** Problem statement **
Word for word, reproduce the records that follow.

(Collected data)

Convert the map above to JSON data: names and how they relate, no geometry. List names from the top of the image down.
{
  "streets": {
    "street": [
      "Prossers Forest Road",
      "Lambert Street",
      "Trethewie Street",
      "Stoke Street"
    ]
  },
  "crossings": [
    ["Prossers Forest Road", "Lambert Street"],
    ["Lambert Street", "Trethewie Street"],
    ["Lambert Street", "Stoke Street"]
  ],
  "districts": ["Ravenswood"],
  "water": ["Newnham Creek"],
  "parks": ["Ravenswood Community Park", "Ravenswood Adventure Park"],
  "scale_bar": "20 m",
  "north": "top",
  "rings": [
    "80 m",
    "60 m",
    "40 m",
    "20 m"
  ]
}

** Result below **
Convert the map above to JSON data: names and how they relate, no geometry. List names from the top of the image down.
{
  "streets": {
    "street": [
      "Prossers Forest Road",
      "Lambert Street",
      "Trethewie Street",
      "Stoke Street"
    ]
  },
  "crossings": [
    ["Prossers Forest Road", "Lambert Street"],
    ["Lambert Street", "Trethewie Street"],
    ["Lambert Street", "Stoke Street"]
  ],
  "districts": ["Ravenswood"],
  "water": ["Newnham Creek"],
  "parks": ["Ravenswood Community Park", "Ravenswood Adventure Park"],
  "scale_bar": "20 m",
  "north": "top",
  "rings": [
    "80 m",
    "60 m",
    "40 m",
    "20 m"
  ]
}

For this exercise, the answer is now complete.